* [WORK TO COMPLETE]:
Within the entries that follow, show each line where the word "guide" occurs.

* [LISTED RECORDS]:
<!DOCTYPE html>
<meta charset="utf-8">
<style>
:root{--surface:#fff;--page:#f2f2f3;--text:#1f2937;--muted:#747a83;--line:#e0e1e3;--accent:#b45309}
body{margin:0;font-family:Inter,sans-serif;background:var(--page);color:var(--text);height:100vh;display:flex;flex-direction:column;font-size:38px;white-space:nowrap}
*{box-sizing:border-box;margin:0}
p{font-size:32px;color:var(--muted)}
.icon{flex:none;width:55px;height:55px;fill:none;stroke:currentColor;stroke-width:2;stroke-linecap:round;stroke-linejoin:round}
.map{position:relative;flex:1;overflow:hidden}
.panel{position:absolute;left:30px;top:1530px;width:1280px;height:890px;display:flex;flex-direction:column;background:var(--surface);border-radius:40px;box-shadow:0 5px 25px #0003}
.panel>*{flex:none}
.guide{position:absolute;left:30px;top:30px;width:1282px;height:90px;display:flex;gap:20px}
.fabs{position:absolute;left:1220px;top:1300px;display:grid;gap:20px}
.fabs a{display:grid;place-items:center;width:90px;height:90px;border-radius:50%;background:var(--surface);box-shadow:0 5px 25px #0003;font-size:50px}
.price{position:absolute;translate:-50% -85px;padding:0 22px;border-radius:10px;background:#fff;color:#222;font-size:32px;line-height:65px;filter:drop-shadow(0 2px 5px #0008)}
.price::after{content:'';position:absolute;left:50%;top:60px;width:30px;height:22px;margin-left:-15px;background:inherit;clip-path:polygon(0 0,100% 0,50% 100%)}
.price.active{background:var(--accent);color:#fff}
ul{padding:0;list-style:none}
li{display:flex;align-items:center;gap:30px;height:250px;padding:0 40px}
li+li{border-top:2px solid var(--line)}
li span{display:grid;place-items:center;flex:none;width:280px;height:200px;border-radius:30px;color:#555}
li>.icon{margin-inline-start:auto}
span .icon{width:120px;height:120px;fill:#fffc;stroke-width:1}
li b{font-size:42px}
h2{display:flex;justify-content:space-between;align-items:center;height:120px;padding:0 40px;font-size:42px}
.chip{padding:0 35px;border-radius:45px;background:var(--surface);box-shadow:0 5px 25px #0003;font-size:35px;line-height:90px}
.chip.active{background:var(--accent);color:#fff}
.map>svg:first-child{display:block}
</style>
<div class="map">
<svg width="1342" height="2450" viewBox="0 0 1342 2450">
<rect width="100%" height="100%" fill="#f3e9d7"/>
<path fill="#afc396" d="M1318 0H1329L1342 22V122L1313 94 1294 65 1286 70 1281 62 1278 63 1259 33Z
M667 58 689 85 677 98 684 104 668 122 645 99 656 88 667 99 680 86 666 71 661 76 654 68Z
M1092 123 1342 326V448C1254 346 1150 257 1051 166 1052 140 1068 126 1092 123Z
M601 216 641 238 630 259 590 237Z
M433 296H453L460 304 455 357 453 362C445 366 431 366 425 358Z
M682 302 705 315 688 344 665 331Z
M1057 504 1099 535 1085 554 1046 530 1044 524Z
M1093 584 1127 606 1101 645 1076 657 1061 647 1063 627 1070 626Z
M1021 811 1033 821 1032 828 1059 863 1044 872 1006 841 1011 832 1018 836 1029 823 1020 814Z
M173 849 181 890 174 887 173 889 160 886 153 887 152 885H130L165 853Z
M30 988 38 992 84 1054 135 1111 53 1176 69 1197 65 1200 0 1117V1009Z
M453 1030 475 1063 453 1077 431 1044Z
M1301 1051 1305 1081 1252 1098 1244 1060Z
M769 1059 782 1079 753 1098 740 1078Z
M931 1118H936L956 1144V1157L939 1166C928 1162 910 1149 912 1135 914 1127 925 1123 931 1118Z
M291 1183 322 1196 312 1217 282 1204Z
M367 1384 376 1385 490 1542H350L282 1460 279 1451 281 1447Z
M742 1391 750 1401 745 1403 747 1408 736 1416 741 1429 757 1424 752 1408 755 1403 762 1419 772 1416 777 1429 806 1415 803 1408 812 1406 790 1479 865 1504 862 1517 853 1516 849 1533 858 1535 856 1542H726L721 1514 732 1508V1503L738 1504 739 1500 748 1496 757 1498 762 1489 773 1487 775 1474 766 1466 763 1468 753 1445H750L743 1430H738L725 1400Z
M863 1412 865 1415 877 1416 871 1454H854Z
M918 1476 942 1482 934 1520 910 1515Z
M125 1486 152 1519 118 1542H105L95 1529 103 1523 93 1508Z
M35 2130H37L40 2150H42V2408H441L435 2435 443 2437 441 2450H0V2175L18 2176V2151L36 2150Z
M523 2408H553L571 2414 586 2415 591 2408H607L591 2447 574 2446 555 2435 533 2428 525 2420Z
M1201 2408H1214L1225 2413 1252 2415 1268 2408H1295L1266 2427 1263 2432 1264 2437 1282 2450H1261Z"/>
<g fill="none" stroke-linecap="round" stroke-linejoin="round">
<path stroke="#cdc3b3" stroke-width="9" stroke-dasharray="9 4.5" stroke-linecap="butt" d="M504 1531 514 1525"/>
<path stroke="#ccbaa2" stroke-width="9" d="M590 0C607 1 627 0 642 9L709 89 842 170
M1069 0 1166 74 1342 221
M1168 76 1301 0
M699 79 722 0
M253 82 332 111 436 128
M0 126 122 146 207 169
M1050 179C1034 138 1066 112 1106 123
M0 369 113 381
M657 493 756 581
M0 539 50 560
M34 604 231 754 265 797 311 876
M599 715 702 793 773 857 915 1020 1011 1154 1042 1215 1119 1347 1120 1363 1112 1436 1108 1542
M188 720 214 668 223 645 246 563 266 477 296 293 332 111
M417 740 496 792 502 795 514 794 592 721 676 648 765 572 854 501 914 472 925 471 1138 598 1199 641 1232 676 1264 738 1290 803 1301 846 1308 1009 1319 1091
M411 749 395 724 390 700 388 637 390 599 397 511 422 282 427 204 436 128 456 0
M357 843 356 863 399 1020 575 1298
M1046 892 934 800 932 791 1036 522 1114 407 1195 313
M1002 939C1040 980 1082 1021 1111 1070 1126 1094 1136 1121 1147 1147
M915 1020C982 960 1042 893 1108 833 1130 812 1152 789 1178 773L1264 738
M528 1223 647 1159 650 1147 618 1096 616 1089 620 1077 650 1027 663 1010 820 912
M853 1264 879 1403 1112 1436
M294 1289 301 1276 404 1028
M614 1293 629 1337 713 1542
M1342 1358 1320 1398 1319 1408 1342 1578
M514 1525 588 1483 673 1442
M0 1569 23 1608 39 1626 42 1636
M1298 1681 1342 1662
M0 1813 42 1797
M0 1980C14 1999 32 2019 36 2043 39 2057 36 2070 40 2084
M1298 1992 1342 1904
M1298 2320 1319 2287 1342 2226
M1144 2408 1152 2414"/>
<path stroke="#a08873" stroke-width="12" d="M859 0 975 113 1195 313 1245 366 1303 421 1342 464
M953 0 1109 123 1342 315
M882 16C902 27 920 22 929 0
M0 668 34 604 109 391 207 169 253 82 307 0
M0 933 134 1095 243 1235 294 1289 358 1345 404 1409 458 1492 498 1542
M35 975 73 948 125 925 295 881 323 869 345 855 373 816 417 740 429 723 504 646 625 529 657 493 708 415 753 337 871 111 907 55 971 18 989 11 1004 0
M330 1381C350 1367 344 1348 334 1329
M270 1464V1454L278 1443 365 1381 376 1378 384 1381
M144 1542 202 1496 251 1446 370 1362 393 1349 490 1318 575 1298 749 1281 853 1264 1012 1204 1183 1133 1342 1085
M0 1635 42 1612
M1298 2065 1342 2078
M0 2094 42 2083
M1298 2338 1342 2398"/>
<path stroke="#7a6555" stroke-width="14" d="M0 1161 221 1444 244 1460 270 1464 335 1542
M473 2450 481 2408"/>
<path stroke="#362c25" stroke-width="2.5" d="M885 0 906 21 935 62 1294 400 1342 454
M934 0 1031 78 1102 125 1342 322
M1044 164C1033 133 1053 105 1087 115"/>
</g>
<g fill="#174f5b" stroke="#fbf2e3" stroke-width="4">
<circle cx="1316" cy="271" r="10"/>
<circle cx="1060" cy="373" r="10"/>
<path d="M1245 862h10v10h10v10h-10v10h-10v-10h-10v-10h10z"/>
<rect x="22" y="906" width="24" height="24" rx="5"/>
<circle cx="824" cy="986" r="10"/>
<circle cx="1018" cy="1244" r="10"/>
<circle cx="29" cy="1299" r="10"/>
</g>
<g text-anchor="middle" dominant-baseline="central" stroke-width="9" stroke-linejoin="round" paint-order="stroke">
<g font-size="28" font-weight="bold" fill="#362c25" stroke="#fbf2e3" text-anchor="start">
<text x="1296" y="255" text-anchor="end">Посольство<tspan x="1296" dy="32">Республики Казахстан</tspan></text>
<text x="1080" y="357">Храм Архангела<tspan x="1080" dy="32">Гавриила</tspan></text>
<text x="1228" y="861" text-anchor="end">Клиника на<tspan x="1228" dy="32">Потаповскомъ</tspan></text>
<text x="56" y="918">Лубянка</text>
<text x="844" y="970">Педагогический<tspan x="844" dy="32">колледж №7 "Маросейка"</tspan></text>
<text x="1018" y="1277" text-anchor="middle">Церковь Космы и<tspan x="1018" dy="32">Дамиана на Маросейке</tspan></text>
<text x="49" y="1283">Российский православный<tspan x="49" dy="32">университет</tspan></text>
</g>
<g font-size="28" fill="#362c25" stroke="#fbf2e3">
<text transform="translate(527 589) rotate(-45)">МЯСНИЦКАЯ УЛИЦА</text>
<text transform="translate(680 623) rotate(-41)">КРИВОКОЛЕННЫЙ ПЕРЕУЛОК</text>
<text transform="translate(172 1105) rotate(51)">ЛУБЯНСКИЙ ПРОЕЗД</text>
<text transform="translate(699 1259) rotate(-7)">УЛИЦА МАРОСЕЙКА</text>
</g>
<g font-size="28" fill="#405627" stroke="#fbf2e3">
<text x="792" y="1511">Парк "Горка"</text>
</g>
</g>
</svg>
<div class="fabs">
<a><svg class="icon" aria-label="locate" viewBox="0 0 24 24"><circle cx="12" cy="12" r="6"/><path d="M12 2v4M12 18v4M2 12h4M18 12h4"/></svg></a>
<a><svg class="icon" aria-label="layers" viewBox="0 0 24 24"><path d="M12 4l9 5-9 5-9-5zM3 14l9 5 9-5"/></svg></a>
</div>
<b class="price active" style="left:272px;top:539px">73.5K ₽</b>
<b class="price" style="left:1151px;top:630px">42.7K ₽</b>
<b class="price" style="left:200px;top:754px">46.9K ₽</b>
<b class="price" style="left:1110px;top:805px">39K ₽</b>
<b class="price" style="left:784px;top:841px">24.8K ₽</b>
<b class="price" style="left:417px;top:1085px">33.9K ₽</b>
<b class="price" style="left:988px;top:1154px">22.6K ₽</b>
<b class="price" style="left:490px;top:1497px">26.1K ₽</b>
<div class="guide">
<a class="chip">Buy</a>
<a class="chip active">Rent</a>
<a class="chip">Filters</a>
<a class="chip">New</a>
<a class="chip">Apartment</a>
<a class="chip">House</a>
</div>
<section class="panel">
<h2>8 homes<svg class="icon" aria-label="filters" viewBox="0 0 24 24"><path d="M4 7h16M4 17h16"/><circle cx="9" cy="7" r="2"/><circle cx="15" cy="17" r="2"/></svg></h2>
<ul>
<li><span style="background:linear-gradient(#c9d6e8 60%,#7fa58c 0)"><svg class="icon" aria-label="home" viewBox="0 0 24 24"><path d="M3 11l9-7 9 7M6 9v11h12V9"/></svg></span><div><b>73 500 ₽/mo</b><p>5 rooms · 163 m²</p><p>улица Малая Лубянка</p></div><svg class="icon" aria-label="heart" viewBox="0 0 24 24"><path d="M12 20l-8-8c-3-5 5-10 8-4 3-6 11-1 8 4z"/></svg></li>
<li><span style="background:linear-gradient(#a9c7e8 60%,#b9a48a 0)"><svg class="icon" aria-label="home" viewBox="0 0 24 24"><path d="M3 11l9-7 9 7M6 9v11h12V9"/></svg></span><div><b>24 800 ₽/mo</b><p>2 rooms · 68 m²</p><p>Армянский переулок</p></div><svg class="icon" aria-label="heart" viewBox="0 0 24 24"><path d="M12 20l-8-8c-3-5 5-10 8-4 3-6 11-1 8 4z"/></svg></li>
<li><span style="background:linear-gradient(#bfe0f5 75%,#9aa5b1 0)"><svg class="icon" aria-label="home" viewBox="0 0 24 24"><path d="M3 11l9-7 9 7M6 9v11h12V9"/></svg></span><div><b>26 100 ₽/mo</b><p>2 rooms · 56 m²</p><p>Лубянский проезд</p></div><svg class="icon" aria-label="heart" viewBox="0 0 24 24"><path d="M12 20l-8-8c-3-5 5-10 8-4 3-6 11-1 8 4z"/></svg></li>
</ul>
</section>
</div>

* [FINAL ANSWER]:
.guide{position:absolute;left:30px;top:30px;width:1282px;height:90px;display:flex;gap:20px}
<div class="guide">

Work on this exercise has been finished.